Galina Dzhugashvili

Galina Yakovlevna "Galya" Dzhugashvili (Russian: Галина Яковлевна Джугашвили) (19 February 1938 27 August 2007) was a Russian translator of French. She was the granddaughter of Joseph Stalin, the daughter of Stalin's elder son, Yakov Dzhugashvili. She consistently challenged widely accepted accounts of her father's internment and death at a Nazi prison camp.

Biography

Galina Dzhugashvili was born in Moscow. Her mother was Yulia Meltzer, a well-known Jewish dancer from Odessa. After meeting Yulia at a reception, Yakov fought with her second husband, Nikolai Bessarab, and arranged her divorce. Bessarab was later arrested by the NKVD and executed. Yakov became her third husband.

Yakov was a senior lieutenant in the Soviet artillery in the Second World War. Historians have traditionally maintained that he was captured by the Germans in 1941 and died at the Sachsenhausen concentration camp in 1943 after Stalin declined to exchange him for the captured German general Field Marshal Friedrich Paulus. Indeed, Stalin regarded Soviet PoWs as traitors, and had Yulia imprisoned in Lubyanka for two years. The United States Defense Department was in possession of documents which indicated that Yakov Dzhugashvili was shot by a concentration camp guard, which were shown to Galina Dzhugashvili in 2003, but which she rejected, claiming that her father was never taken prisoner by the Germans, but rather was killed in battle in 1941. She continuously maintained that any photographs or letters indicating her father was at the prison camp were Nazi propaganda.[1]

She studied philology at Moscow State University, and received a doctorate.
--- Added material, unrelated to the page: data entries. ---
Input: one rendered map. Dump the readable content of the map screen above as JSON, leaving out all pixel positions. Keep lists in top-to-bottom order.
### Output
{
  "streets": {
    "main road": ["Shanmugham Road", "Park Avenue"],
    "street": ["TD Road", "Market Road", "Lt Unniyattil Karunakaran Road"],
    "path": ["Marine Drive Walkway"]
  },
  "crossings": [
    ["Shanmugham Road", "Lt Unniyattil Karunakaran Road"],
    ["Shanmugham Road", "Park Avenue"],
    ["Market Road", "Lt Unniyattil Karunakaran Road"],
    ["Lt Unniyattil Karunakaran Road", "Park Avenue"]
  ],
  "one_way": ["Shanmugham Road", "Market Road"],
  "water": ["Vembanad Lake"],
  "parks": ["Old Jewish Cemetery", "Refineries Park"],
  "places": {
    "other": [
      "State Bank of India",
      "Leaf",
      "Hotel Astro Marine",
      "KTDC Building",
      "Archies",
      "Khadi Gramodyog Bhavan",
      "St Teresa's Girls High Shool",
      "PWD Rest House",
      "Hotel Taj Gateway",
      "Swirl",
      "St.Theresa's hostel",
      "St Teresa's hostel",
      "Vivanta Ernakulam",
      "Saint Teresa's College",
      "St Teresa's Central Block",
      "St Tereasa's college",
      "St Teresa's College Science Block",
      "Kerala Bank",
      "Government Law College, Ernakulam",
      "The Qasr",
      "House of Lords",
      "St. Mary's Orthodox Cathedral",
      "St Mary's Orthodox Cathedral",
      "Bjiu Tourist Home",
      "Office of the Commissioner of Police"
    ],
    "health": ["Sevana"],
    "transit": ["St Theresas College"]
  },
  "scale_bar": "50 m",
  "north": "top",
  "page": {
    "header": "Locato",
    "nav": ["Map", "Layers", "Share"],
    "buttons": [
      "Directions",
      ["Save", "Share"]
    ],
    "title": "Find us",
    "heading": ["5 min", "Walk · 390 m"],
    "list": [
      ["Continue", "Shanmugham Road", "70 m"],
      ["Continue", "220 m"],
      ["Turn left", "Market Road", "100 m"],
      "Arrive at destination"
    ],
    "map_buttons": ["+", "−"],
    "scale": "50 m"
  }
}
She was a member of the Russian Writers Union, and worked all her life as a translator of French, mainly for the Gorky Institute of World Literature. She was married to Husein ben Saad, an Algerian mathematician living in exile in Moscow and employed by the United Nations, but kept her maiden name. They had one son, Selim (b. 1970), who was born severely handicapped.

She died from cancer at the Burdenko military hospital in Moscow, aged 69.

References

  1. The Times obituary refers to an interview published in Komsomolskaya Pravda in June 2006.